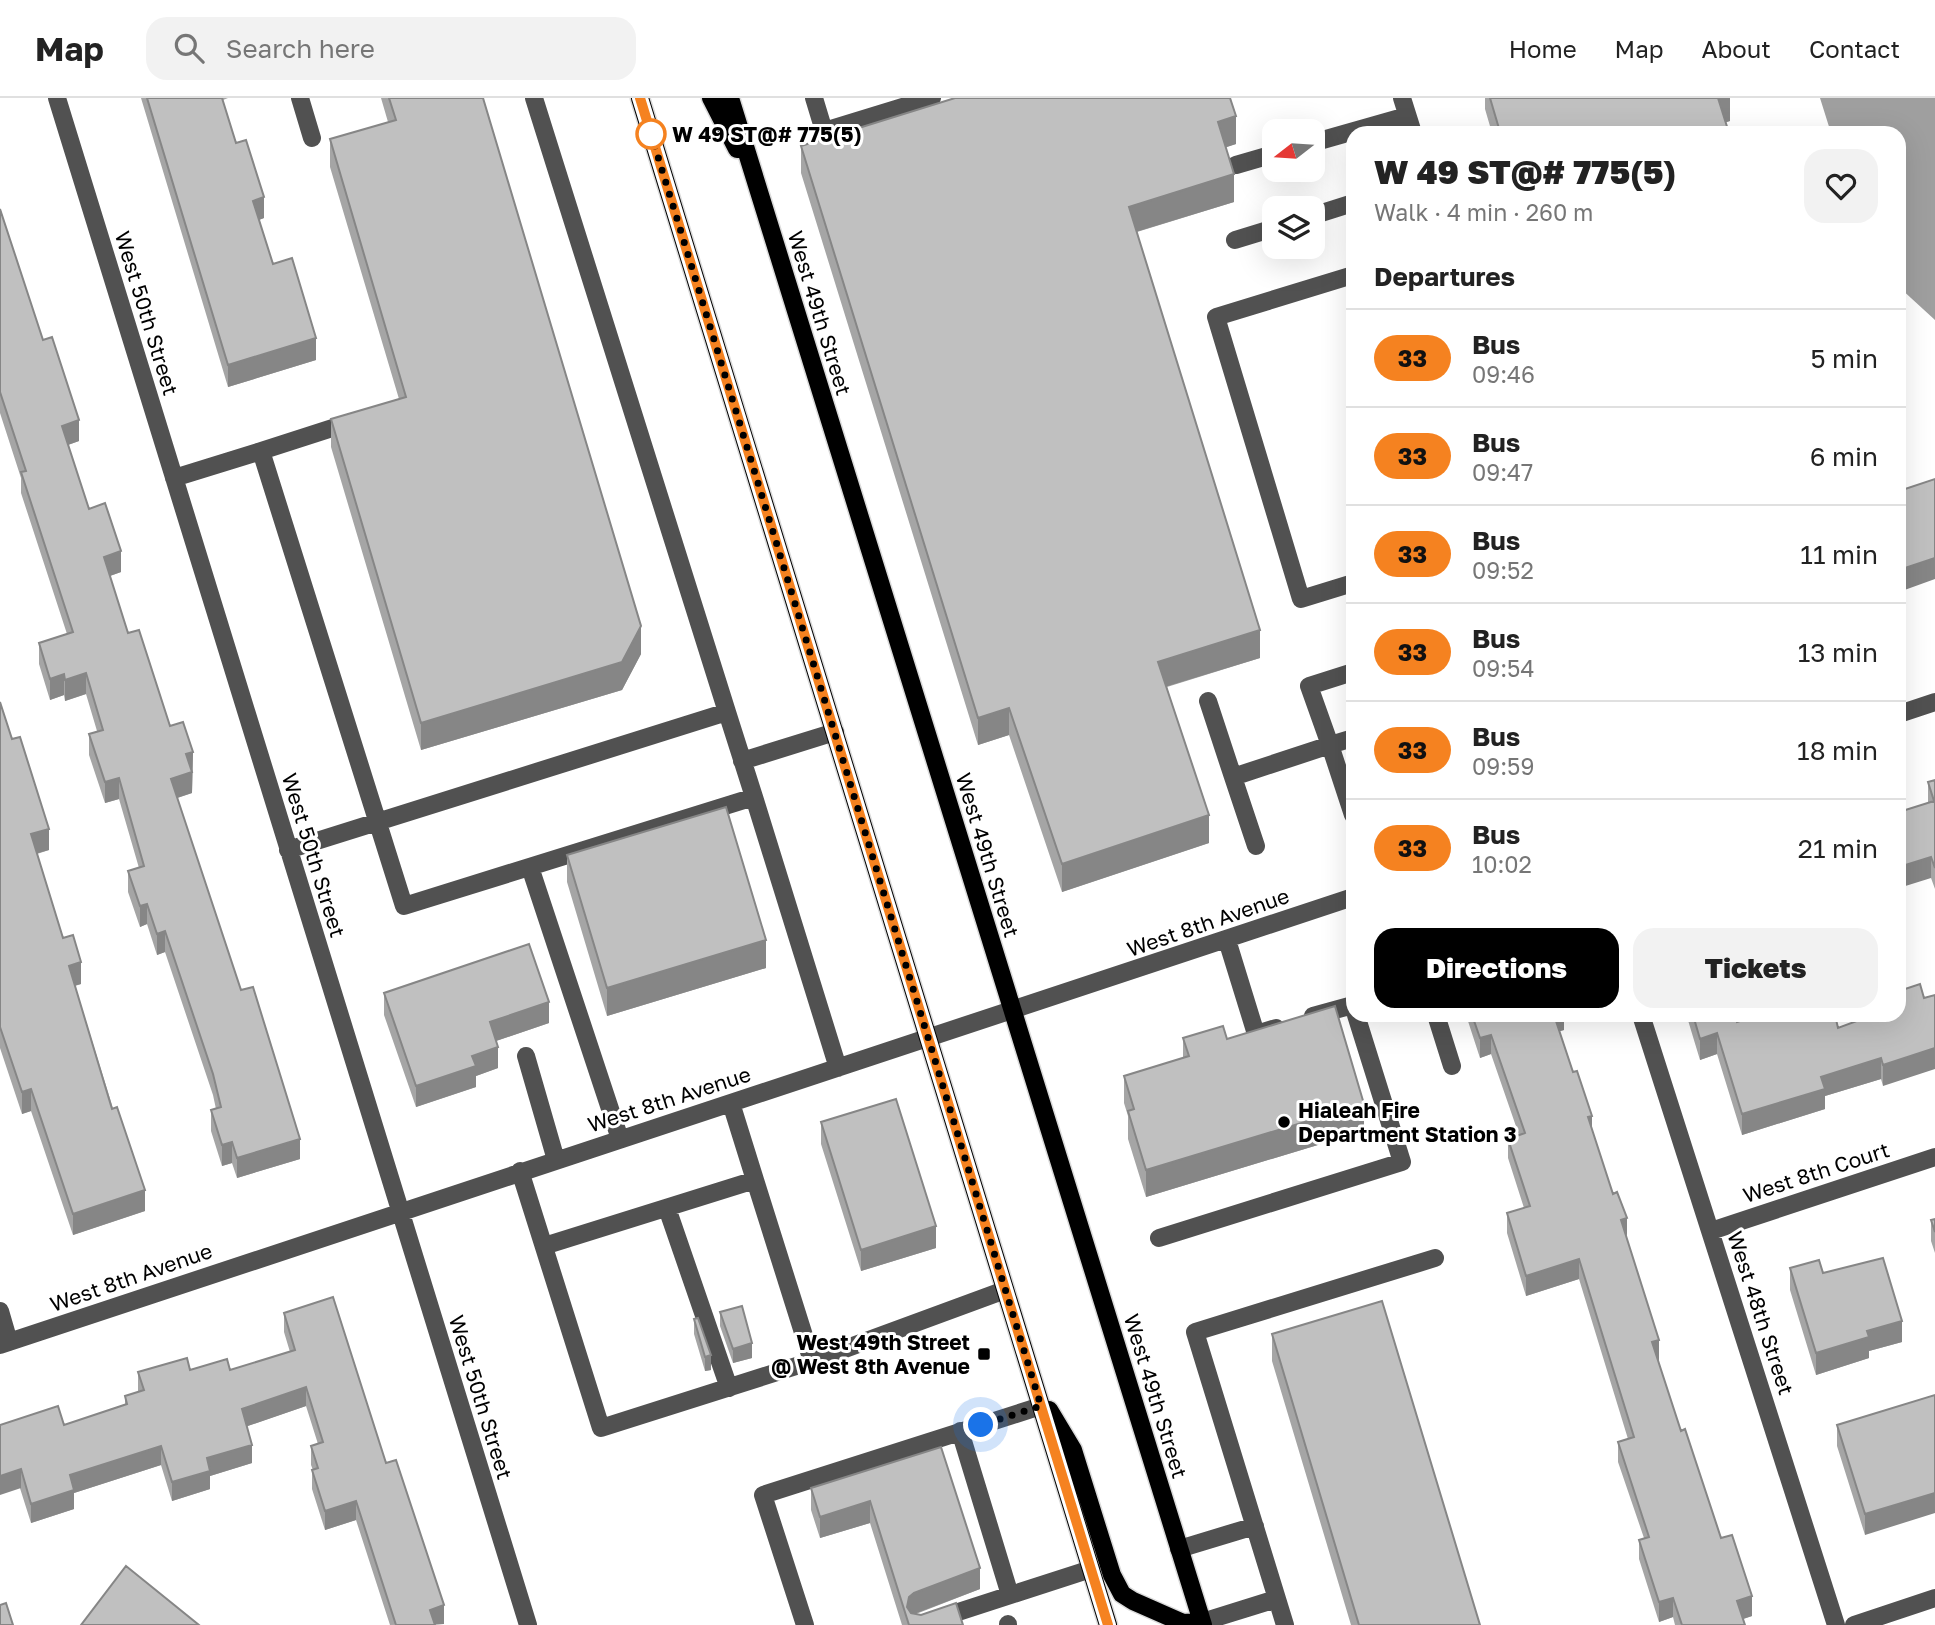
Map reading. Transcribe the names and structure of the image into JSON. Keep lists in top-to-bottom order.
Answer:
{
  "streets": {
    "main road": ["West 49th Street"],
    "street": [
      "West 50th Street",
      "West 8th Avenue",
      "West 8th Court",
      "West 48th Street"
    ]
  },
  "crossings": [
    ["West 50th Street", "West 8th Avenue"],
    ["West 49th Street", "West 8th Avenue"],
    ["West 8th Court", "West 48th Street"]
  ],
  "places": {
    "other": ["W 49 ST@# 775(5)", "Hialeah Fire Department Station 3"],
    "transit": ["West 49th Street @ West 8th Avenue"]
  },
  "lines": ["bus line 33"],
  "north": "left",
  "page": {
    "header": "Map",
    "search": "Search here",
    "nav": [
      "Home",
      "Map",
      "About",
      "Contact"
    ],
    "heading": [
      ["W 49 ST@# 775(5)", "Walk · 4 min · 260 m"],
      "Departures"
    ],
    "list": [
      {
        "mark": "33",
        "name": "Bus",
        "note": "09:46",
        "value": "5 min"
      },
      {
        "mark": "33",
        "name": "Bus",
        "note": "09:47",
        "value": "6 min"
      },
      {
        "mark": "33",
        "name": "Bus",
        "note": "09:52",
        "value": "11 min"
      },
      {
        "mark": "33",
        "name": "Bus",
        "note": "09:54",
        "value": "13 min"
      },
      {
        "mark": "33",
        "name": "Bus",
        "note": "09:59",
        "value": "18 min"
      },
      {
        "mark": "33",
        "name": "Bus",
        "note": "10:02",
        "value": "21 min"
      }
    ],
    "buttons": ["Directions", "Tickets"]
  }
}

++++++++++

__Work instructions__: Pictures aside, retype the entries above exactly as they are.

__Finished exercise__:
Map reading. Transcribe the names and structure of the image into JSON. Keep lists in top-to-bottom order.
Answer:
{
  "streets": {
    "main road": ["West 49th Street"],
    "street": [
      "West 50th Street",
      "West 8th Avenue",
      "West 8th Court",
      "West 48th Street"
    ]
  },
  "crossings": [
    ["West 50th Street", "West 8th Avenue"],
    ["West 49th Street", "West 8th Avenue"],
    ["West 8th Court", "West 48th Street"]
  ],
  "places": {
    "other": ["W 49 ST@# 775(5)", "Hialeah Fire Department Station 3"],
    "transit": ["West 49th Street @ West 8th Avenue"]
  },
  "lines": ["bus line 33"],
  "north": "left",
  "page": {
    "header": "Map",
    "search": "Search here",
    "nav": [
      "Home",
      "Map",
      "About",
      "Contact"
    ],
    "heading": [
      ["W 49 ST@# 775(5)", "Walk · 4 min · 260 m"],
      "Departures"
    ],
    "list": [
      {
        "mark": "33",
        "name": "Bus",
        "note": "09:46",
        "value": "5 min"
      },
      {
        "mark": "33",
        "name": "Bus",
        "note": "09:47",
        "value": "6 min"
      },
      {
        "mark": "33",
        "name": "Bus",
        "note": "09:52",
        "value": "11 min"
      },
      {
        "mark": "33",
        "name": "Bus",
        "note": "09:54",
        "value": "13 min"
      },
      {
        "mark": "33",
        "name": "Bus",
        "note": "09:59",
        "value": "18 min"
      },
      {
        "mark": "33",
        "name": "Bus",
        "note": "10:02",
        "value": "21 min"
      }
    ],
    "buttons": ["Directions", "Tickets"]
  }
}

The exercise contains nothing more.